A.________ forme un recours en matière pénale au Tribunal fédéral contre l'arrêt précité. On comprend qu'il conclut à son acquittement. Il sollicite en outre le bénéfice de l'assistance judiciaire et la désignation d'un conseil.
Considérant en droit :
1.
Selon l'art. 54 al. 1 LTF, la procédure devant le Tribunal fédéral est conduite dans l'une des langues officielles, en règle générale dans la langue de la décision attaquée. Si les parties utilisent une autre langue officielle, celle-ci peut être adoptée.
En l'espèce, la décision attaquée est rédigée en français, mais le recourant procède en italien. Cela n'impose toutefois pas d'adopter cette langue et de déroger à la règle générale susmentionnée dans le cadre de la présente procédure (cf. arrêt 6B_1188/2021 du 14 septembre 2022 consid. 1 non publié aux ATF 148 IV 456).
2.
En tant que le recourant sollicite la désignation d'un avocat, il sied de rappeler que, conformément à sa pratique constante, le Tribunal fédéral ne désigne pas lui-même d'avocat (cf. encore récemment: arrêt 6B_45/2024 du 16 juillet 2025 consid. 1.2 et les arrêts cités).

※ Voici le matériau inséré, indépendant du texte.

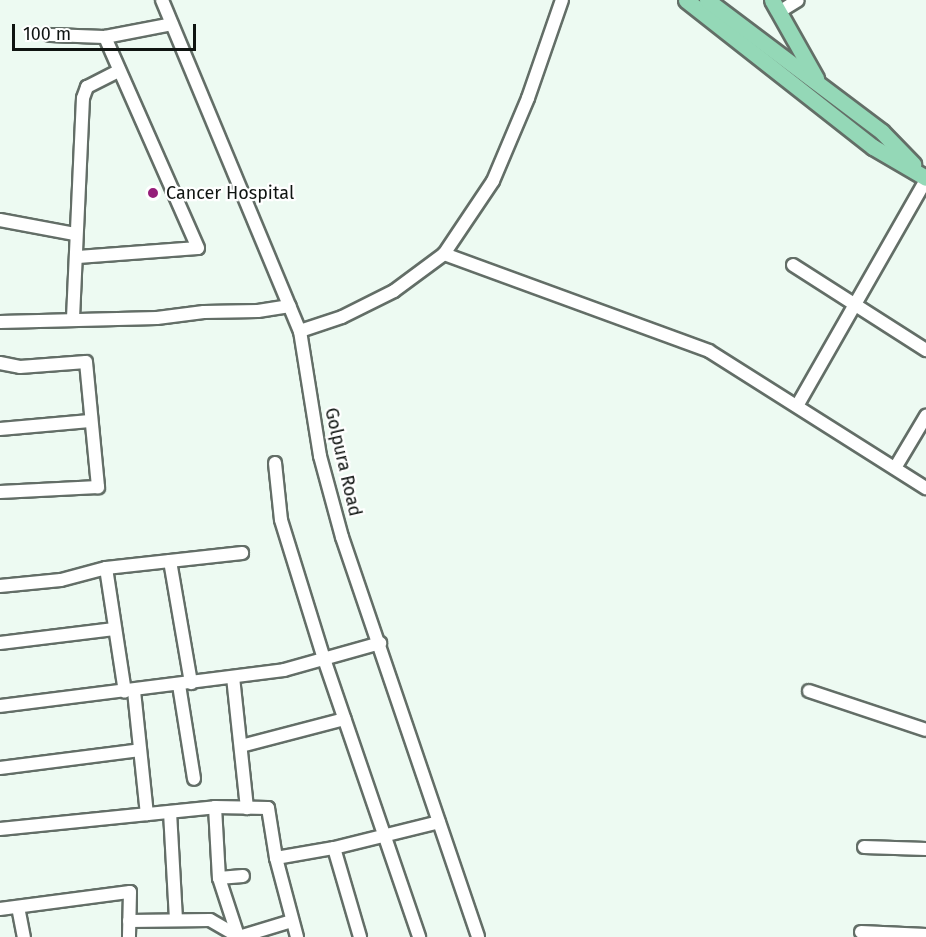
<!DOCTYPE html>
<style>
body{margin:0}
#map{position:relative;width:926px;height:937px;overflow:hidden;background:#edfaf2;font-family:"Fira Sans",sans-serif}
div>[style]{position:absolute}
.roads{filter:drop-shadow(2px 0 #636e67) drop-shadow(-2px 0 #636e67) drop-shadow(0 2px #636e67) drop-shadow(0 -2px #636e67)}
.minor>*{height:12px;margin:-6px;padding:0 6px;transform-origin:6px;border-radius:6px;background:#fff}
.major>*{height:15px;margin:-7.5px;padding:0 7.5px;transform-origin:7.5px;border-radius:7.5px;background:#94d8b7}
.dots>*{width:16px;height:16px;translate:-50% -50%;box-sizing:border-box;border:3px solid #fff;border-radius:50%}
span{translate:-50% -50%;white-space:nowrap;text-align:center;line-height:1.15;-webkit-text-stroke:4.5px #fff;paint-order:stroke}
.poi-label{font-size:18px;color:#0f1411}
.left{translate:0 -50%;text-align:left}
.street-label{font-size:18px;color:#0f1411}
.scale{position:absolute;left:12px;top:24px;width:184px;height:27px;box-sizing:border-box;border:3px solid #0f1411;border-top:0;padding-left:8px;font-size:18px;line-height:21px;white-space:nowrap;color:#0f1411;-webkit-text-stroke:4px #fff;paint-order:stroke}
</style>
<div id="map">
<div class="roads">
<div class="minor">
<i style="left:162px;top:0;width:359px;rotate:67.4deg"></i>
<i style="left:300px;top:331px;width:127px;rotate:80.9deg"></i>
<i style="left:320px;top:456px;width:84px;rotate:74.8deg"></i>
<i style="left:342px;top:537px;width:422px;rotate:71.2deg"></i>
<i style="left:779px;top:12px;width:22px;rotate:-32deg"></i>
<i style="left:50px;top:35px;width:55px;rotate:2.1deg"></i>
<i style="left:0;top:220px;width:76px;rotate:10.6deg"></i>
<i style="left:444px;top:254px;width:282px;rotate:20.1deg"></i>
<i style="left:709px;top:351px;width:257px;rotate:32.3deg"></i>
<i style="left:78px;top:257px;width:120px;rotate:-4.3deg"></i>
<i style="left:198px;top:248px;width:231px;rotate:-113.8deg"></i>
<i style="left:105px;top:37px;width:68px;rotate:-11deg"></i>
<i style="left:793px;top:265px;width:158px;rotate:32.6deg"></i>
<i style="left:73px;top:318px;width:220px;rotate:-87.4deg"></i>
<i style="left:83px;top:98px;width:12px;rotate:-70deg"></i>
<i style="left:87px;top:87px;width:35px;rotate:-27deg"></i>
<i style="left:0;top:322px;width:157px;rotate:-1.5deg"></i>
<i style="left:157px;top:318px;width:47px;rotate:-7.3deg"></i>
<i style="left:204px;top:312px;width:54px;rotate:-1.1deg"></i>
<i style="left:258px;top:311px;width:32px;rotate:-9deg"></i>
<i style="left:300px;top:331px;width:44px;rotate:-18.4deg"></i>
<i style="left:342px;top:317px;width:58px;rotate:-26.6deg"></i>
<i style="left:394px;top:291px;width:62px;rotate:-36.5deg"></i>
<i style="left:444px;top:254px;width:88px;rotate:-56.1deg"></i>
<i style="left:493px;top:181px;width:90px;rotate:-67.1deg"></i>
<i style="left:528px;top:98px;width:104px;rotate:-70.9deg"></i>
<i style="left:0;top:363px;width:20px;rotate:11deg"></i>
<i style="left:20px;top:367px;width:66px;rotate:-4.3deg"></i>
<i style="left:86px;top:362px;width:126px;rotate:84.5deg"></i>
<i style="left:98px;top:487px;width:98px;rotate:177.1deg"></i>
<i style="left:797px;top:406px;width:260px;rotate:-60.3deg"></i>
<i style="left:0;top:429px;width:90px;rotate:-5.1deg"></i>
<i style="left:275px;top:463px;width:57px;rotate:84deg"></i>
<i style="left:281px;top:520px;width:145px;rotate:72.8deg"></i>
<i style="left:324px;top:659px;width:294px;rotate:71.1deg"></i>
<i style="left:895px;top:468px;width:61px;rotate:-59.2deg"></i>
<i style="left:170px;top:561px;width:124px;rotate:80.2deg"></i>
<i style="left:106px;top:568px;width:125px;rotate:81.3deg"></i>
<i style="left:0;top:586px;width:61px;rotate:-5.6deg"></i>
<i style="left:61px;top:580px;width:47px;rotate:-14.9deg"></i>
<i style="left:106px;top:568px;width:137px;rotate:-6.3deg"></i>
<i style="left:0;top:643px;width:115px;rotate:-7deg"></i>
<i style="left:233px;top:677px;width:132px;rotate:83.9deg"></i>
<i style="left:179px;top:685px;width:95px;rotate:80.9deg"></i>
<i style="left:134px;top:691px;width:124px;rotate:84deg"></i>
<i style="left:809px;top:691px;width:123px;rotate:18.4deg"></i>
<i style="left:0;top:706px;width:286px;rotate:-7.2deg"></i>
<i style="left:284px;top:670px;width:100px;rotate:-15.7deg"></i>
<i style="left:241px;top:746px;width:107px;rotate:-14.6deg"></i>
<i style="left:0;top:768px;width:141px;rotate:-7.3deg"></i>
<i style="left:215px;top:807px;width:71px;rotate:86.8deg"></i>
<i style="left:219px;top:878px;width:24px;rotate:-5deg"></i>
<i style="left:170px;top:812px;width:108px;rotate:86.8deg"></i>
<i style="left:0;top:829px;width:216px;rotate:-5.8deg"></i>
<i style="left:215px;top:807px;width:53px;rotate:1.1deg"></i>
<i style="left:268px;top:808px;width:51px;rotate:80.9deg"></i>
<i style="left:276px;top:858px;width:82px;rotate:75.1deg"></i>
<i style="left:864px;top:847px;width:62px;rotate:1.8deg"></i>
<i style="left:334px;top:848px;width:93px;rotate:73.7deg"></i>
<i style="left:276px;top:858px;width:59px;rotate:-9.8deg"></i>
<i style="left:334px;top:848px;width:108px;rotate:-13.9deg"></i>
<i style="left:219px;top:878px;width:61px;rotate:71.9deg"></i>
<i style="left:18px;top:907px;width:31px;rotate:79deg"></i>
<i style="left:0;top:909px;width:131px;rotate:-7.5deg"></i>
<i style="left:130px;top:892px;width:45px;rotate:91.3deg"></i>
<i style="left:129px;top:921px;width:81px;rotate:-0.7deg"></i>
<i style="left:210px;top:920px;width:32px;rotate:30deg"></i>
<i style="left:861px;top:932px;width:65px;rotate:2.6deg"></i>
<i style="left:239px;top:937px;width:55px;rotate:-16.8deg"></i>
</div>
<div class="major">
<i style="left:686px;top:0;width:238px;rotate:38.2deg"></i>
<i style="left:873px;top:147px;width:61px;rotate:30.3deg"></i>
<i style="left:707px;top:0;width:219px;rotate:37deg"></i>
<i style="left:882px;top:132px;width:45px;rotate:45.9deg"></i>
<i style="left:772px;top:0;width:90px;rotate:60.6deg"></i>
</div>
</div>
<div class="dots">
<i style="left:153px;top:193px;background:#951d79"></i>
</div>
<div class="poi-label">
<span class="left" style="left:166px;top:193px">Cancer Hospital</span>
</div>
<div class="street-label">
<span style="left:343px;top:462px;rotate:77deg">Golpura Road</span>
</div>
<div class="scale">100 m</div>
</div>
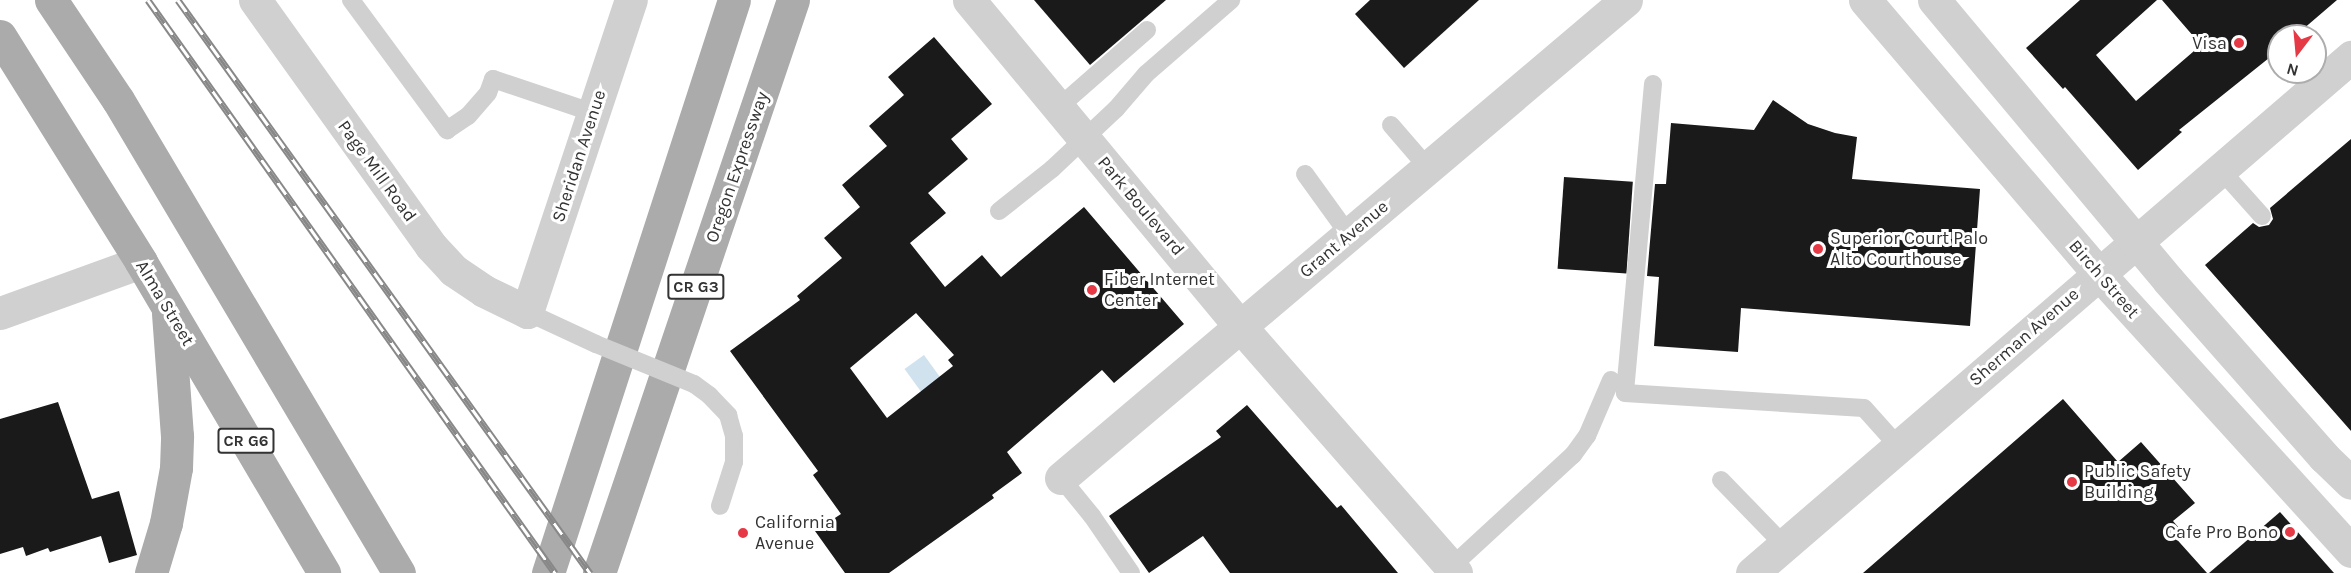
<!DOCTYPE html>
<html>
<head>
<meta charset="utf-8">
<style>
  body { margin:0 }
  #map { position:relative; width:2351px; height:573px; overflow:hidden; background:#fff; font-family:Karla,sans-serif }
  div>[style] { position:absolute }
  .water>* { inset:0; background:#cfe2ee; transform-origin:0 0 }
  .building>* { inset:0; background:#1a1a1a; transform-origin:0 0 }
  .service>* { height:18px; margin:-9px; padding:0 9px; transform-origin:9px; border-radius:9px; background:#d0d0d0 }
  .minor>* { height:33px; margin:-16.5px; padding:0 16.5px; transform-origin:16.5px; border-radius:16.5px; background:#d0d0d0 }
  .tertiary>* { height:33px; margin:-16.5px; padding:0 16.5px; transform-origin:16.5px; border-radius:16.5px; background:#d0d0d0 }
  .primary>* { height:33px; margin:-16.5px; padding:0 16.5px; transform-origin:16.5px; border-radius:16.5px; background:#ababab }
  .rail>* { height:7px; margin-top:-3.5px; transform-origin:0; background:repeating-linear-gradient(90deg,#fff 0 14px,#888 0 28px); box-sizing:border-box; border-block:2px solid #888 }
  .service-bridge>* { height:18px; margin:-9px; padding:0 9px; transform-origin:9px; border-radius:9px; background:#d0d0d0 }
  .dots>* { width:16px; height:16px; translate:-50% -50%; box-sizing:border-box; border:3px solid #fff; border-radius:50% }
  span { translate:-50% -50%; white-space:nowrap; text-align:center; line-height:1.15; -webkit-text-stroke:6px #fff; paint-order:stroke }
  .shield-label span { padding:2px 4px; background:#fff; border:2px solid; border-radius:4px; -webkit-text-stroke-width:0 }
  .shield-label { font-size:16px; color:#333; font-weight:700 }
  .poi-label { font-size:18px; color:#333 }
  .right { translate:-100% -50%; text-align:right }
  .left { translate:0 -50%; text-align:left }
  .street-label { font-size:18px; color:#333 }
  .north { position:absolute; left:2267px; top:24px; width:60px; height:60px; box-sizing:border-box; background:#fff; border:2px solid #adadad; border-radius:50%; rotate:196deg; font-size:16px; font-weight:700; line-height:24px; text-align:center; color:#333 }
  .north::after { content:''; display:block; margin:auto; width:21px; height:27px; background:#e63946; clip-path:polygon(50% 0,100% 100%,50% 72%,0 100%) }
</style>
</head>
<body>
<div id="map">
  <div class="water">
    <div style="left:924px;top:355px;width:49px;height:24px;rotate:54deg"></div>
  </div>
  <div class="building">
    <div style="clip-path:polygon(1034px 0,1166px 0,1090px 65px)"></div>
    <div style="clip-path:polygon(1370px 0,1479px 0,1404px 68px,1355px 14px)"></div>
    <div style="clip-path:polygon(2080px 0,2157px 0,2096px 55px,2136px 101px,2201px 45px,2162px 0,2337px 0,2295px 36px,2279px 36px,2279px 50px,2179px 130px,2182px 132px,2138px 170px,2065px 87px,2063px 89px,2026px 48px)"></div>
    <div style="clip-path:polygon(evenodd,934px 37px,992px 104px,951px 139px,968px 159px,928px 193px,946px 213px,910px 243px,945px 287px,982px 255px,1001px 277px,1084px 207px,1184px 324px,1114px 383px,1102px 370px,1007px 452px,1022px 473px,992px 495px,994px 498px,889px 573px,845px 573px,815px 531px,841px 514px,813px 475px,818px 471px,730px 351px,800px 300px,797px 296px,842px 258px,824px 238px,860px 207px,842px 185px,887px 146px,869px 126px,904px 95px,888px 77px,934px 37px,916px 313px,954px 355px,948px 360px,953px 366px,887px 418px,850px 368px,916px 313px)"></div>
    <div style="clip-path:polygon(1773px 100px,1808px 124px,1835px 133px,1857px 137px,1852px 179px,1980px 189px,1970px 326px,1741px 308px,1738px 352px,1654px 346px,1659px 277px,1647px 276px,1655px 184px,1666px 184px,1671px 123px,1754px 130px)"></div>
    <div style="clip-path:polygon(2351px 139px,2351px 431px,2205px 265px,2253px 223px,2259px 227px,2269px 225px,2273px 219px,2270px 208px)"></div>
    <div style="left:1564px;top:177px;width:69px;height:92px;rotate:4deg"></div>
    <div style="clip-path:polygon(2063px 399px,2118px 462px,2141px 442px,2195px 503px,2173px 521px,2179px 528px,2172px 534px,2207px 573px,1863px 573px)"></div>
    <div style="clip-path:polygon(58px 402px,92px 499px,119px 491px,137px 555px,109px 563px,101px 536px,50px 552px,48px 548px,26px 556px,23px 547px,0 554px,0 419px)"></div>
    <div style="clip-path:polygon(1247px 405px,1337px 508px,1341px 505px,1398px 573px,1230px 573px,1203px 536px,1149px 573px,1109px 516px,1221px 437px,1216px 431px)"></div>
    <div style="clip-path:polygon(2280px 512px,2334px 573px,2209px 573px)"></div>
  </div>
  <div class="service">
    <div style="left:351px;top:0;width:162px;rotate:53.6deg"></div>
    <div style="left:447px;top:130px;width:25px;rotate:-34deg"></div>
    <div style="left:468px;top:116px;width:30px;rotate:-49deg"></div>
    <div style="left:488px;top:93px;width:15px;rotate:-70deg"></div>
    <div style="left:493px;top:79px;width:107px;rotate:18.6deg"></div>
    <div style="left:1653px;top:84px;width:310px;rotate:95.2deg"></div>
    <div style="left:1625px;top:393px;width:239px;rotate:3.6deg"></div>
    <div style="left:1864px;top:408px;width:51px;rotate:48.2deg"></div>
    <div style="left:1059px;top:107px;width:117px;rotate:-41.2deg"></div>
    <div style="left:1391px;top:125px;width:57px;rotate:49.3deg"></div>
    <div style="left:2220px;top:169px;width:63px;rotate:48.2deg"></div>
    <div style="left:1305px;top:174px;width:75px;rotate:54.2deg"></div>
    <div style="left:999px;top:211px;width:68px;rotate:-38.4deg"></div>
    <div style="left:1052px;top:169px;width:88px;rotate:-43.2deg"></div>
    <div style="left:1116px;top:109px;width:46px;rotate:-49.4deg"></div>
    <div style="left:1146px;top:74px;width:113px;rotate:-41deg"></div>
    <div style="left:527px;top:312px;width:76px;rotate:24.9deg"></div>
    <div style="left:694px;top:384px;width:19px;rotate:36deg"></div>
    <div style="left:709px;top:395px;width:28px;rotate:46deg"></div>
    <div style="left:728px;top:415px;width:22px;rotate:74deg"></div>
    <div style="left:734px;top:436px;width:26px;rotate:90deg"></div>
    <div style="left:734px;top:462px;width:46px;rotate:107.7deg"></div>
    <div style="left:1061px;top:478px;width:49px;rotate:50.8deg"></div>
    <div style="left:1092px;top:516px;width:69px;rotate:55.6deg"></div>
    <div style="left:1721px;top:480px;width:91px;rotate:45.9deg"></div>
    <div style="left:1451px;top:567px;width:166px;rotate:-42.6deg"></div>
    <div style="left:1573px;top:455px;width:24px;rotate:-54deg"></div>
    <div style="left:1587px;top:436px;width:61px;rotate:-66.8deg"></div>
  </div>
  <div class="minor">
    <div style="left:255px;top:0;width:302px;rotate:54.4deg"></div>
    <div style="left:431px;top:246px;width:33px;rotate:47deg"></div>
    <div style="left:453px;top:270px;width:37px;rotate:34deg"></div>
    <div style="left:484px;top:291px;width:48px;rotate:26deg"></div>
    <div style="left:527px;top:312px;width:329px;rotate:-71.6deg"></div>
    <div style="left:0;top:313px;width:150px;rotate:-19.9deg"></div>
    <div style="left:1061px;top:478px;width:740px;rotate:-40.23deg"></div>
    <div style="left:1752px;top:573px;width:791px;rotate:-40.74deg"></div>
  </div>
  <div class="tertiary">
    <div style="left:969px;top:0;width:424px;rotate:50.3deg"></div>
    <div style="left:1240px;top:326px;width:328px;rotate:48.8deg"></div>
    <div style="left:1865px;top:0;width:359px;rotate:49.5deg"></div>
    <div style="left:2098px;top:273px;width:376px;rotate:47.7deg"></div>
    <div style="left:1934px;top:0;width:365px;rotate:50.1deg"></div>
    <div style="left:2168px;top:280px;width:236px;rotate:48.6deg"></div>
    <div style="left:2324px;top:457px;width:37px;rotate:44deg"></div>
  </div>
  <div class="primary">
    <div style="left:51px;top:0;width:120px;rotate:56.2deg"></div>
    <div style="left:118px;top:100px;width:550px;rotate:59.29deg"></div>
    <div style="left:0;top:36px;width:266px;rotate:58deg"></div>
    <div style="left:141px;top:262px;width:361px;rotate:59.5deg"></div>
    <div style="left:151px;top:573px;width:52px;rotate:-73.3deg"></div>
    <div style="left:166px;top:523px;width:56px;rotate:-79.7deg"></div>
    <div style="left:176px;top:468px;width:32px;rotate:-88deg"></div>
    <div style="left:177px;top:436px;width:123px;rotate:-94.2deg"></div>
    <div style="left:548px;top:573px;width:602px;rotate:-72.02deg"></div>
    <div style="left:599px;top:573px;width:605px;rotate:-71.3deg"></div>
  </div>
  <div class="rail">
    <div style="left:148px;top:0;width:703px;rotate:54.61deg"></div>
    <div style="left:178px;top:0;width:706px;rotate:54.28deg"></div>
  </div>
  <div class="service-bridge">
    <div style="left:596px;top:344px;width:106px;rotate:22.2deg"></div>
  </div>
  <div class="dots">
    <div style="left:2239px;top:43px;background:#e63946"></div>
    <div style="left:1818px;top:249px;background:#e63946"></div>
    <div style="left:1092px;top:290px;background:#e63946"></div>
    <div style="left:2072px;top:482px;background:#e63946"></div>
    <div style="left:2290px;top:532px;background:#e63946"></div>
    <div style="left:743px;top:533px;background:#e63946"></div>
  </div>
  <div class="shield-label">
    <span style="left:696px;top:287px">CR G3</span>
    <span style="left:246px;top:441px">CR G6</span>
  </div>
  <div class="poi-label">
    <span class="right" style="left:2227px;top:43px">Visa</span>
    <span class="left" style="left:1830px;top:249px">Superior Court Palo<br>Alto Courthouse</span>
    <span class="left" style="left:1104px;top:290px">Fiber Internet<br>Center</span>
    <span class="left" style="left:2084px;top:482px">Public Safety<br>Building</span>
    <span class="left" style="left:755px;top:533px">California<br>Avenue</span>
    <span class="right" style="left:2278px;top:532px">Cafe Pro Bono</span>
  </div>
  <div class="street-label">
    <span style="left:579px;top:156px;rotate:-72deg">Sheridan Avenue</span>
    <span style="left:737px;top:167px;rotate:-71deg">Oregon Expressway</span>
    <span style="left:377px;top:171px;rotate:54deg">Page Mill Road</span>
    <span style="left:1141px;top:206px;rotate:50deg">Park Boulevard</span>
    <span style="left:1344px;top:239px;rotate:-40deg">Grant Avenue</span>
    <span style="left:2104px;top:279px;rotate:49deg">Birch Street</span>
    <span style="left:165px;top:303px;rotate:59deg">Alma Street</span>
    <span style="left:2024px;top:337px;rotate:-41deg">Sherman Avenue</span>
  </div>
  <div class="north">N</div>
</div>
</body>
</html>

Qui plus est, il y a lieu de relever que le recourant a déposé son écriture, comprenant la requête correspondante, le dernier jour du délai de recours. Cette situation rendait d'emblée illusoire la désignation d'un conseil d'office, qui n'aurait de toute façon pas pu procéder en temps utile (cf. art. 44 ss LTF et 100 LTF). Au surplus, il n'appartient pas au Tribunal fédéral de fournir au recourant la traduction du jugement cantonal qu'il requiert.
3.
Selon l'art. 42 al. 1 LTF, le mémoire de recours doit contenir les conclusions et les motifs à l'appui de celles-ci, sous peine d'irrecevabilité. Les premières doivent indiquer sur quels points la décision est attaquée et quelles sont les modifications demandées (ATF 133 III 489 consid. 3.1). Les motifs doivent exposer succinctement en quoi la décision attaquée viole le droit (art. 42 al. 2 LTF). Il incombe au recourant de discuter au moins brièvement les considérants de la décision litigieuse (ATF 146 IV 297 consid. 1.2; 143 II 283 consid. 1.2.2; 140 III 86 consid. 2); la motivation doit être non seulement topique, c'est-à-dire se rapporter à la question juridique tranchée par l'autorité cantonale (cf. ATF 123 V 335; arrêt 6B_879/2023 du 4 octobre 2023 consid. 5), mais aussi suffisante, sous peine d'irrecevabilité (ATF 148 IV 205 consid. 2.6; 146 IV 297 consid. 1.2; 140 III 115 consid. 2). Il est ainsi indispensable de discuter la motivation de la décision attaquée et de chercher à démontrer de manière précise en quoi réside la violation du droit susceptible d'être examinée par le Tribunal fédéral. La partie recourante ne saurait se contenter, dans son mémoire, de reprendre ou d'affermir un point de vue juridique déjà défendu devant les autorités précédentes, mais doit au contraire, dans ses développements, discuter les considérants de la décision attaquée en exposant les raisons pour lesquelles elle les tient pour contraire au droit (ATF 148 IV 205 consid. 2.6; 146 IV 297 consid. 1.2; 140 III 115 consid. 2; cf. encore récemment: arrêts 6B_799/2023 du 7 février 2025; 6B_214/2024 du 3 février 2025 consid. 1). En outre, le Tribunal fédéral est lié par les constatations de fait de la décision entreprise (art. 105 al. 1 LTF), à moins qu'elles n'aient été établies en violation du droit ou de manière manifestement inexacte au sens des art. 97 al. 1 et 105 al. 2 LTF, soit pour l'essentiel de façon arbitraire au sens de l'art. 9 Cst. (sur cette notion, cf. ATF 148 IV 356 consid. 2.1; 147 IV 73 consid. 4.1.2). Le Tribunal fédéral n'entre en matière sur de tels moyens, que s'ils ont été invoqués et motivés de manière précise (art. 106 al. 2 LTF). Les critiques de nature appellatoire sont irrecevables (cf. ATF 150 I 50 consid. 3.3.1; ATF 149 IV 231 consid. 2.4; 148 IV 356 consid. 2.1, 409 consid. 2.2; 205 consid. 2.6; 147 IV 73 consid. 4.1.2).
4.
Dans un moyen dont la recevabilité au regard des exigences précitées n'est pas évidente, le recourant, italophone, se plaint de difficultés de compréhension de la langue française et de ne pas avoir bénéficié d'interprète ou de traduction après l'audience de première instance. On comprend néanmoins qu'il invoque à ce titre une violation des art. 3 et 68 CPP , ainsi que des art. 29 al. 2 Cst., 32 al. 2 2e phrase Cst. et 6 par. 3 let. e CEDH.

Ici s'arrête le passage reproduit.